For example, while it is difficult to directly harm a patient with a stethoscope, patients can be harmed when improper use of the stethoscope leads to them having tests and/or treatments they do not need (or not having tests and treatments they do need). More directly harmful interventions, such as invasive tests and treatments, can harm patients through their use as well.

To this end, health information technology (HIT) can harm patients. The direct harm from computer use in the care of patients is minimal, but the indirect harm can potentially be extraordinary. HIT usage can, for example, store results in an electronic health record (EHR) incompletely or incorrectly. Clinical decision support may lead clinician astray or may distract them with unnecessary excessive information. Medical imaging may improperly render findings.

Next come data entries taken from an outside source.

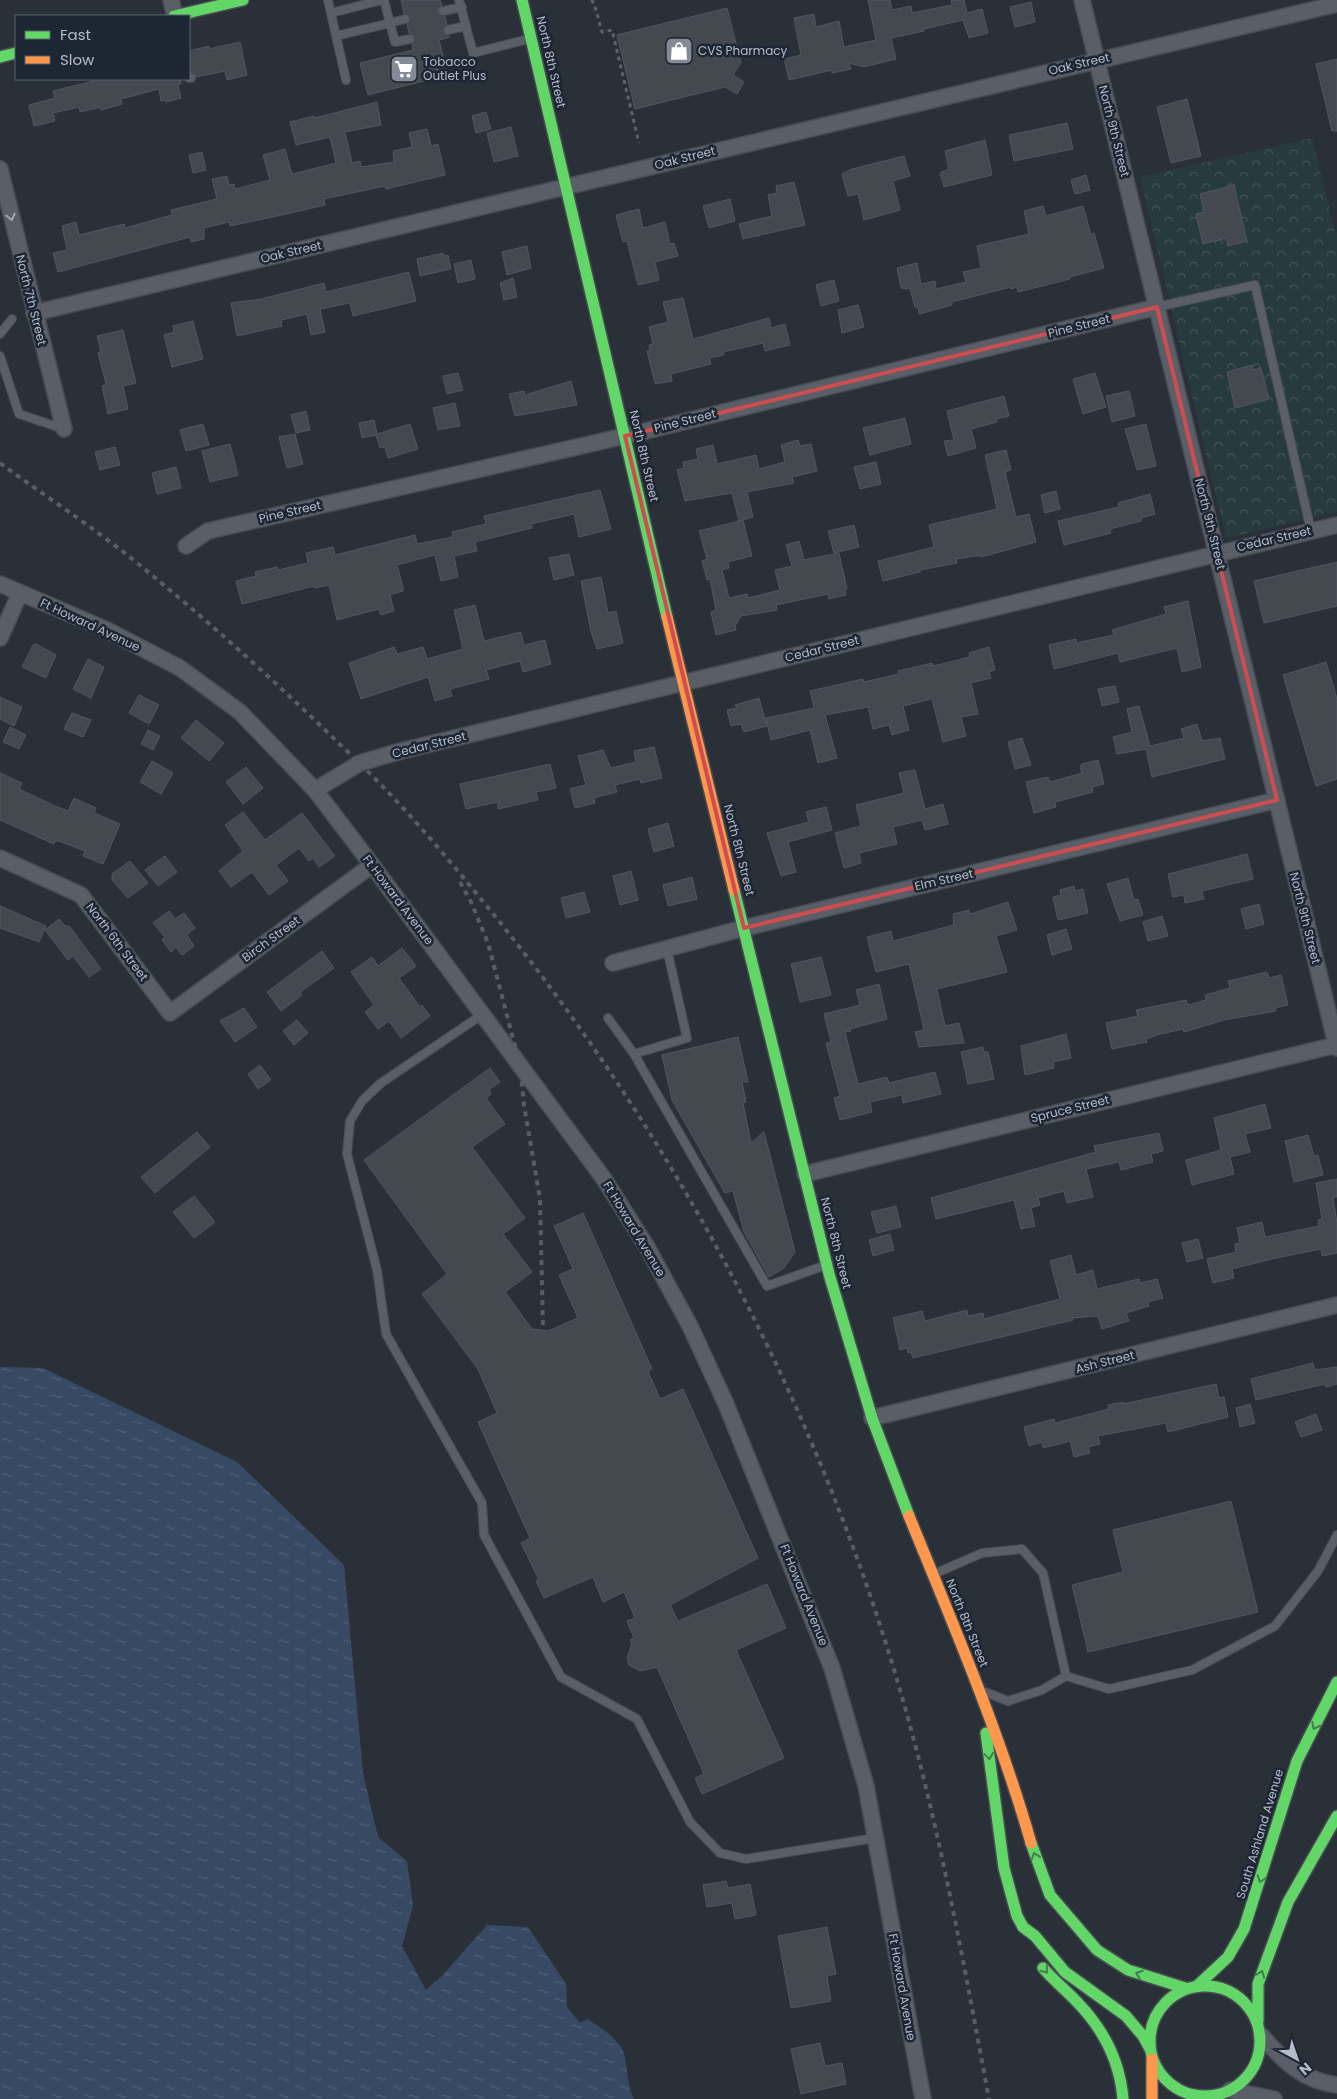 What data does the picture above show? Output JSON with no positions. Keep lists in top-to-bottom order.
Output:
{
  "streets": {
    "main road": ["North 8th Street", "South Ashland Avenue"],
    "street": [
      "Oak Street",
      "North 9th Street",
      "North 7th Street",
      "Pine Street",
      "Cedar Street",
      "Ft Howard Avenue",
      "Elm Street",
      "Birch Street",
      "North 6th Street",
      "Spruce Street",
      "Ash Street"
    ]
  },
  "crossings": [
    ["North 8th Street", "Oak Street"],
    ["North 8th Street", "Pine Street"],
    ["North 8th Street", "Cedar Street"],
    ["North 8th Street", "Elm Street"],
    ["North 8th Street", "Spruce Street"],
    ["North 8th Street", "Ash Street"],
    ["North 8th Street", "South Ashland Avenue"],
    ["Oak Street", "North 9th Street"],
    ["Oak Street", "North 7th Street"],
    ["North 9th Street", "Pine Street"],
    ["North 9th Street", "Cedar Street"],
    ["North 9th Street", "Elm Street"],
    ["North 9th Street", "Spruce Street"],
    ["Cedar Street", "Ft Howard Avenue"],
    ["Ft Howard Avenue", "Birch Street"],
    ["Birch Street", "North 6th Street"]
  ],
  "one_way": ["North 7th Street"],
  "places": {
    "shop": ["CVS Pharmacy"],
    "supermarket": ["Tobacco Outlet Plus"]
  },
  "legend": ["Fast", "Slow"],
  "north": "bottom right"
}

Search engines may lead clinicians or patients to incorrect information. The informatics professionals who oversee implementation of HIT may not follow best practices to maximize successful use and minimize negative consequences. All of these harms and more were well-documented in the Institute of Medicine (IOM) report published last year on HIT and patient safety [1].

One aspect of HIT safety was brought to our attention when a critical care physician at our medical center, Dr. Jeffery Gold, noted that clinical trainees were increasingly not seeing the big picture of a patient’s care due to information being “hidden in plain sight,” i.e., behind a myriad of computer screens and not easily aggregated into a single picture. This is especially problematic where he works, in the intensive care unit (ICU), where the generation of data is vast, i.e., found to average about 1300 data points per 24 hours [2]. This led us to perform an experiment where physicians in training were provided a sample case and asked to review an ICU case for sign-out to another physician [3]. Our results found that for 14 clinical issues, only an average of 41% of issues (range 16-68% for individual issues) were uncovered.

Continue reading “Improving Patient Safety Through Electronic Health Record Simulation”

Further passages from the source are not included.